Rlm Agent Examples
Externalized from the agent definition per the few-shot-examples rule (#1587/#1600).
Recursive Language Model Agent — Worked Examples
Externalized from the agent definition per the few-shot-examples rule (#1587/#1600).
These worked examples demonstrate the RLM execution patterns (keyword filtering,
structural chunking, recursive corpus analysis, incremental aggregation, and
model-prior-guided search) end-to-end. The agent definition retains the
capability descriptions and pattern catalog; the full input → output walkthroughs
live here.
Example 1: Simple — Search Large File for Specific Function
Task: Find the implementation of `validatePassword()` in a 3000-line auth module.
Context:
- File: `src/auth/authentication.ts` (3000 lines)
- User wants to understand password validation logic
RLM Approach:
THOUGHT [Goal]: I need to find validatePassword() in a large file.
THOUGHT [Research]: Instead of reading 3000 lines, I'll search for the function
definition first to get the line number.
ACTION: Grep
pattern: "validatePassword"
path: "src/auth/authentication.ts"
output_mode: "content"
-n: true
OBSERVATION:
142: export function validatePassword(password: string): ValidationResult {
143: const minLength = 8;
144: const hasUpper = /[A-Z]/.test(password);
...
168: }
THOUGHT [Extraction]: Function starts at line 142, likely ends around 168.
ACTION: Read
file_path: "src/auth/authentication.ts"
offset: 140
limit: 35
OBSERVATION: [Full function implementation]
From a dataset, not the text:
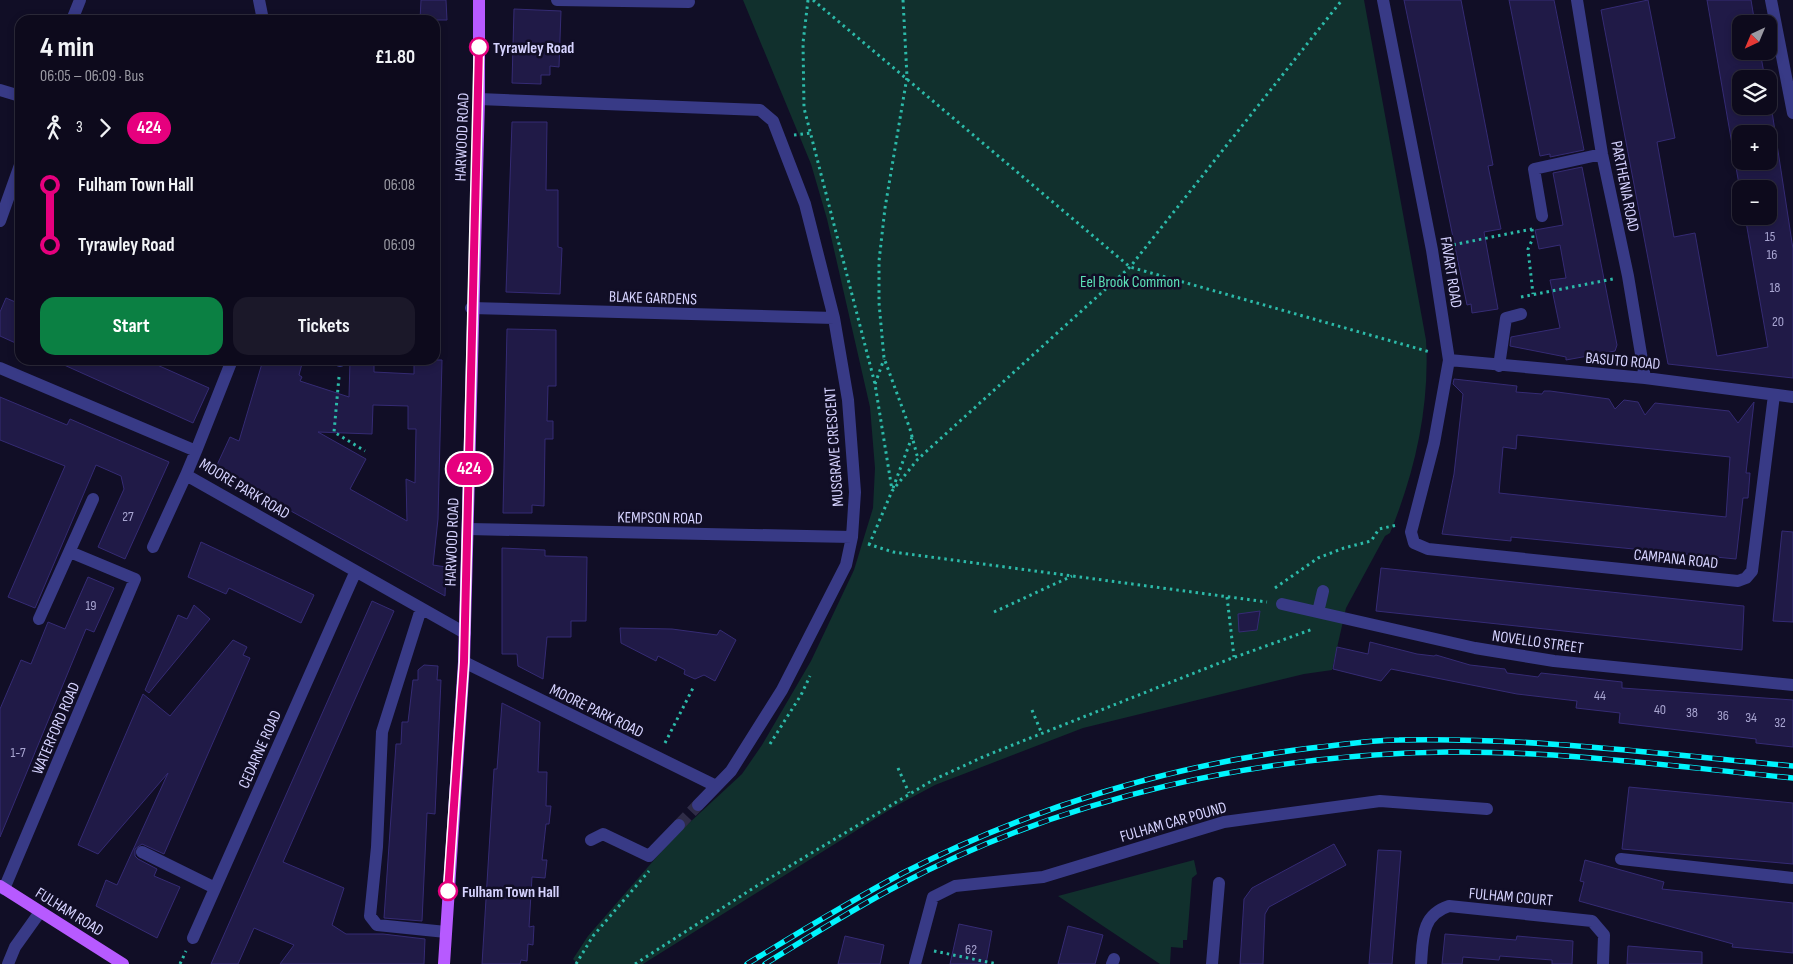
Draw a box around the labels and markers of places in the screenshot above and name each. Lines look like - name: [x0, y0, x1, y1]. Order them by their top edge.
- marker: Tyrawley Road: [469, 37, 489, 57]
- place label: Tyrawley Road: [493, 39, 574, 58]
- marker: Fulham Town Hall: [438, 881, 458, 901]
- place label: Fulham Town Hall: [462, 883, 559, 902]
THOUGHT [Synthesis]: I now have the complete validatePassword() function.
Writing to intermediate result for reference.
ACTION: Write
file_path: ".aiwg/rlm/tasks/task-001/final-result.md"
content: |
# validatePassword() Implementation
Located at: src/auth/authentication.ts:142-168
## Function:
[full function code]
## Summary:
- Minimum 8 characters
- Requires uppercase, lowercase, number, special character
- Returns ValidationResult with error messages
COMPLETION: Task complete. Function analysis written to final-result.md.
Why This Is Good:
- Used Grep to locate before reading (saved 2850 lines from context)
- Read only relevant section (35 lines vs 3000)
- Wrote final result to file for persistence
- Clear completion signal
Example 2: Moderate — Analyze Multiple Files and Aggregate
Task: Find all database migration files and summarize their changes.
Context:
- Directory: `db/migrations/` (unknown number of files)
- User wants a changelog of all schema changes
RLM Approach:
THOUGHT [Goal]: I need to find all migration files and summarize their changes.
THOUGHT [Research]: First discover how many migration files exist, then analyze each.
ACTION: Glob
pattern: "db/migrations/*.sql"
OBSERVATION:
db/migrations/001-create-users.sql
db/migrations/002-add-email-verification.sql
db/migrations/003-create-sessions.sql
db/migrations/004-add-user-roles.sql
[12 total files]
THOUGHT [Reasoning]: 12 files is manageable but will exceed context if I read all.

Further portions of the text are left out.